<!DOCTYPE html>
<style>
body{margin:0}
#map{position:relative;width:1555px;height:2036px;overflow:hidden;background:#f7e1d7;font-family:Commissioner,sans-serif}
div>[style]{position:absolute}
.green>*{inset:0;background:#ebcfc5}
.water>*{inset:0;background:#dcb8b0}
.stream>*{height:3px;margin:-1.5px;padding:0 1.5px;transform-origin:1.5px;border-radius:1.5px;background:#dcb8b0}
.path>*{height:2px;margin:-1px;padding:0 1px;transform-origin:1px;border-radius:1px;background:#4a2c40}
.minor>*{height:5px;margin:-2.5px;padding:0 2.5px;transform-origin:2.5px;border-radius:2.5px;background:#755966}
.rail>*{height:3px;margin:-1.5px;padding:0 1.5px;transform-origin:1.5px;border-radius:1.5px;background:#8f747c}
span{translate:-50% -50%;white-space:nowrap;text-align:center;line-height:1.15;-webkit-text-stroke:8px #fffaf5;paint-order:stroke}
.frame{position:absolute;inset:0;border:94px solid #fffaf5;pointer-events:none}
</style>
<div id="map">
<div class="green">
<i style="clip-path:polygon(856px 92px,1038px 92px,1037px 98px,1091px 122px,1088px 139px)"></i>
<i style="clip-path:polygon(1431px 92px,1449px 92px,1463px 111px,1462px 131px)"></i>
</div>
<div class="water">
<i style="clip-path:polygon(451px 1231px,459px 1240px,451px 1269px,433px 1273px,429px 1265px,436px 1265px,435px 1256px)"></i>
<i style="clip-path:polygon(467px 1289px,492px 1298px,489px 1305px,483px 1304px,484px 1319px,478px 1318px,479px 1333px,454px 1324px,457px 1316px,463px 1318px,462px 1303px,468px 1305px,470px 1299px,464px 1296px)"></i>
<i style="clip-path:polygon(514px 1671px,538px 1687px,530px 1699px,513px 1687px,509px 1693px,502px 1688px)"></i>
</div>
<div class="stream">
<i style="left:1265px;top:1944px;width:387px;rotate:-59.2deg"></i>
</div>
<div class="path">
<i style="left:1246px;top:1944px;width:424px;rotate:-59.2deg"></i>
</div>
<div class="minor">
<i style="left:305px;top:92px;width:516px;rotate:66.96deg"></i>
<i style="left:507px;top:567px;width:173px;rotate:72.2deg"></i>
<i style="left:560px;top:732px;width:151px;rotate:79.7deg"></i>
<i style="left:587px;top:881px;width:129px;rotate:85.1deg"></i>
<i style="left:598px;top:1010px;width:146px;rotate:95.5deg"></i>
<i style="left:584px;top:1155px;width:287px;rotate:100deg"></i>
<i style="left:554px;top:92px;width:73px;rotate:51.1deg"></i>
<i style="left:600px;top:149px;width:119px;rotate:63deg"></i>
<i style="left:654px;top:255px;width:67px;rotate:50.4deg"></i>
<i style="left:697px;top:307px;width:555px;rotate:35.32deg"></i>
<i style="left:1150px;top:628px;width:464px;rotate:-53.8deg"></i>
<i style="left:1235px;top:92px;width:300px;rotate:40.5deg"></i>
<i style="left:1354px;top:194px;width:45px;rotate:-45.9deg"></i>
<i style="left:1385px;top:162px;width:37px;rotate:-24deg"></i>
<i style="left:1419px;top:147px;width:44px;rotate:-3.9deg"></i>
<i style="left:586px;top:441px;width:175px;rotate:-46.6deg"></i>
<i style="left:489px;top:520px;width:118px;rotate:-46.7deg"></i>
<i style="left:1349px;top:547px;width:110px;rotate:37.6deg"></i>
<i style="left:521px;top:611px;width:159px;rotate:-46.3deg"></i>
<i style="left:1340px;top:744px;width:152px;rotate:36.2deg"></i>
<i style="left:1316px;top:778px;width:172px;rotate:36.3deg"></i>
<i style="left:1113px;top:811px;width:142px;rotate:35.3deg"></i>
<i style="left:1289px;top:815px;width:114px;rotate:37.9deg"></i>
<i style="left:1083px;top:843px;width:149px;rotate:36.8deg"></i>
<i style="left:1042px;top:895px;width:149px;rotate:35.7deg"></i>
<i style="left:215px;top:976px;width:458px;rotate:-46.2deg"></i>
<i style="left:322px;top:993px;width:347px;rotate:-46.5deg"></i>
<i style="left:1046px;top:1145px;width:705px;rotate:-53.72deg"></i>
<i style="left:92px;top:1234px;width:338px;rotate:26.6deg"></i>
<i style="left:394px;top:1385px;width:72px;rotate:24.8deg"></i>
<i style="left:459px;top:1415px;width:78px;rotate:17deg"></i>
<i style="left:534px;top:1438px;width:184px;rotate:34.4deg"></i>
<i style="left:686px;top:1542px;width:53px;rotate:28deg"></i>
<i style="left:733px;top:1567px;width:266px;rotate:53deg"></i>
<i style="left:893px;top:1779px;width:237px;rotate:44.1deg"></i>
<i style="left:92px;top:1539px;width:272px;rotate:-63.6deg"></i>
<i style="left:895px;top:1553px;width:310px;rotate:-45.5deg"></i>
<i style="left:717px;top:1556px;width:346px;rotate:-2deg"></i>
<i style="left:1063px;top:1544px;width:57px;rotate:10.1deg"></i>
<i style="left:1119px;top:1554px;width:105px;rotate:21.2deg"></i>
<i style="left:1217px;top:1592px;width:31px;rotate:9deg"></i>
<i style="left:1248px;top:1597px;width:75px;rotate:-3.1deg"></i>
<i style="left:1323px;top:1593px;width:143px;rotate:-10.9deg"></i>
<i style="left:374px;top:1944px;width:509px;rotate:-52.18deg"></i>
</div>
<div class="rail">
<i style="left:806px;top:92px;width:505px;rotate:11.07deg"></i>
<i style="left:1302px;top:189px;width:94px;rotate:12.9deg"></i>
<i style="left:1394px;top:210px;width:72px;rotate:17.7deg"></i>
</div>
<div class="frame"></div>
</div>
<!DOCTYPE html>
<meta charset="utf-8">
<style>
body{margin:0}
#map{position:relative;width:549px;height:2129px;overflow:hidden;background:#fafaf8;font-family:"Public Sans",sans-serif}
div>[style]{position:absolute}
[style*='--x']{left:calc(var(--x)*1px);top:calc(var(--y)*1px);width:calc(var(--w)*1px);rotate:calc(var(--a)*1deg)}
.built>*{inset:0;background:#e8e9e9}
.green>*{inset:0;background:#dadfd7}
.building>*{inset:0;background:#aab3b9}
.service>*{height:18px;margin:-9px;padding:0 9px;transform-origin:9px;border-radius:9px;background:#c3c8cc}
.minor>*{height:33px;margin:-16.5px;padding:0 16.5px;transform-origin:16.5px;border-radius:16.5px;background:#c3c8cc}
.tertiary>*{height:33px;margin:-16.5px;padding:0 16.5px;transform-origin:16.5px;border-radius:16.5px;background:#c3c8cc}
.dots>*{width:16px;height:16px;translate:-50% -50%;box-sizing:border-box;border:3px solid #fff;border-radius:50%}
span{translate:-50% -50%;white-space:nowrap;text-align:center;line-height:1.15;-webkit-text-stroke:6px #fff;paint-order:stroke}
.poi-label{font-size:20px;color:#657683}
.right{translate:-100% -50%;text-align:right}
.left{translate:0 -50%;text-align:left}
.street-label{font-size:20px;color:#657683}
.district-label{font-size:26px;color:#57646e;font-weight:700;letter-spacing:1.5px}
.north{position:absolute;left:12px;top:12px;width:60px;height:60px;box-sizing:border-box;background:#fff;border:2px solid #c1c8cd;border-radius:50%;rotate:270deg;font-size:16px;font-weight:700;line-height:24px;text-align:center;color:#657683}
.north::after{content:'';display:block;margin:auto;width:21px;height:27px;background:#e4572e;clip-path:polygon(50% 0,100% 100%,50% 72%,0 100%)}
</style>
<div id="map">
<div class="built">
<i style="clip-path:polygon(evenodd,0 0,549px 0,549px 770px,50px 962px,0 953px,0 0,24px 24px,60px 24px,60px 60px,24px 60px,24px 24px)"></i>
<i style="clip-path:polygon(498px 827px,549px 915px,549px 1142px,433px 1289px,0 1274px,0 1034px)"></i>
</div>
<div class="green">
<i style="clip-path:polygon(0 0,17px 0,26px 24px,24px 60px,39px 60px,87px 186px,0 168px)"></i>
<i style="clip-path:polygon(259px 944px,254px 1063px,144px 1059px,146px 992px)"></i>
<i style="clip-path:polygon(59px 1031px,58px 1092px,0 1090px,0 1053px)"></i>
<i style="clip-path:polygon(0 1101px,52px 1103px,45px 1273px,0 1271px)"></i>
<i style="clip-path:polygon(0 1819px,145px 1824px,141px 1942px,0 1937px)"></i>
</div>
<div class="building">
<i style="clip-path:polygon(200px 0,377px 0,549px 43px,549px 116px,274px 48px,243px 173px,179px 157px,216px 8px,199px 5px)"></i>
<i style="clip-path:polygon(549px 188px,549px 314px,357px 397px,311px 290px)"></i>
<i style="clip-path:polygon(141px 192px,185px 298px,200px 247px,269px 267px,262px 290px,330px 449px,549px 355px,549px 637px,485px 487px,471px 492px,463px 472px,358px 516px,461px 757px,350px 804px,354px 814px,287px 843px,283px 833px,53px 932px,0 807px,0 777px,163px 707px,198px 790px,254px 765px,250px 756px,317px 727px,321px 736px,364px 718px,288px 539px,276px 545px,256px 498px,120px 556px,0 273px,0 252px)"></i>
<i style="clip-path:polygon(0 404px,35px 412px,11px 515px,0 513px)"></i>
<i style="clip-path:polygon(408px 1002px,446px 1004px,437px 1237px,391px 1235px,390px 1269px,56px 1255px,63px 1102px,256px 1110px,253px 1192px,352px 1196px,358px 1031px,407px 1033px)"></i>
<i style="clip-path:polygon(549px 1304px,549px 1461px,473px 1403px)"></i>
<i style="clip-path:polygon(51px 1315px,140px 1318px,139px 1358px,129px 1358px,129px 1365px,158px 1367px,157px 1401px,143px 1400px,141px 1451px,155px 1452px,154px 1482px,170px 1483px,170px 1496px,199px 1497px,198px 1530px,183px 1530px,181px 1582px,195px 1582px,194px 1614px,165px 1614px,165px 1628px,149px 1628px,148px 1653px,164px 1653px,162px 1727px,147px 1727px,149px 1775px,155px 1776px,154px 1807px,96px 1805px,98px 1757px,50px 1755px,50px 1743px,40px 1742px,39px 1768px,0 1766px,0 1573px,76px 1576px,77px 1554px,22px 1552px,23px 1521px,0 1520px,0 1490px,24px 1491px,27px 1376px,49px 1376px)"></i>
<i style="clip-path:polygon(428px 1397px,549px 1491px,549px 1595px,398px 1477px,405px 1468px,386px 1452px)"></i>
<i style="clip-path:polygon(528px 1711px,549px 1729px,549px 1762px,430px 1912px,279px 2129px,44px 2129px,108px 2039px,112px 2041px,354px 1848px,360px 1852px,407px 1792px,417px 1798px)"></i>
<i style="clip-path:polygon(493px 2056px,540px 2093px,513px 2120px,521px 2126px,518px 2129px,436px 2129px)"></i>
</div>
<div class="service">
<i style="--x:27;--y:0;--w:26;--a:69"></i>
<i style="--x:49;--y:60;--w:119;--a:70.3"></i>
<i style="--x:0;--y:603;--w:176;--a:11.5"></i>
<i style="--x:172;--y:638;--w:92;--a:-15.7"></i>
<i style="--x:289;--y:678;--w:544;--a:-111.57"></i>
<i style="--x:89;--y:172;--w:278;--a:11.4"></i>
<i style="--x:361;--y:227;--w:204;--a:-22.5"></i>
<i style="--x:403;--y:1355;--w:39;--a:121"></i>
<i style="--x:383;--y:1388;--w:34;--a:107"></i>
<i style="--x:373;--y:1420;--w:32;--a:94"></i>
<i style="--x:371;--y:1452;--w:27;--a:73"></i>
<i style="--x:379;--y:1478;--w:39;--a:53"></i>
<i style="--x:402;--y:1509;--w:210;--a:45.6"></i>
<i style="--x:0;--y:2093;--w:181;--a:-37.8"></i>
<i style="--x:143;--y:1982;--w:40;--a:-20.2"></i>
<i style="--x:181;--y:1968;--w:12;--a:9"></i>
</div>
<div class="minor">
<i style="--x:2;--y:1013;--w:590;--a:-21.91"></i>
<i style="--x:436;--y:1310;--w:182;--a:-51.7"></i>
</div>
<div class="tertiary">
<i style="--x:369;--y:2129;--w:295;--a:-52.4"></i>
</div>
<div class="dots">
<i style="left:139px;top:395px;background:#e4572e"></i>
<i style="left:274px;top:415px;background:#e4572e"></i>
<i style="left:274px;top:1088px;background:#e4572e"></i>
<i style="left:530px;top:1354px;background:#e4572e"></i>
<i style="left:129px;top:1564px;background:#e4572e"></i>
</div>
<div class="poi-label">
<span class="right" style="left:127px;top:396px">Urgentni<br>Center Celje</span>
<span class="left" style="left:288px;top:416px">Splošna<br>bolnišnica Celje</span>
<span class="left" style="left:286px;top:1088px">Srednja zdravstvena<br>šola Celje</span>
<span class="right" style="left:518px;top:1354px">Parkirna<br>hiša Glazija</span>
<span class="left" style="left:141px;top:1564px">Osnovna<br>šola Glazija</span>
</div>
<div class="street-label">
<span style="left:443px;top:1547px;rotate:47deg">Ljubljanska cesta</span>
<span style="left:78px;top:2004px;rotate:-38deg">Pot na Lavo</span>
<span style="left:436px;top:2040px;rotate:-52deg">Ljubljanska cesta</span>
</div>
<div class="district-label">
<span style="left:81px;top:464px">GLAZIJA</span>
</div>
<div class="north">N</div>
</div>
___
> ASSIGNED TASK: Using the data above, return each line that includes the word "stream".

> THE ANSWER:
.stream>*{height:3px;margin:-1.5px;padding:0 1.5px;transform-origin:1.5px;border-radius:1.5px;background:#dcb8b0}
<div class="stream">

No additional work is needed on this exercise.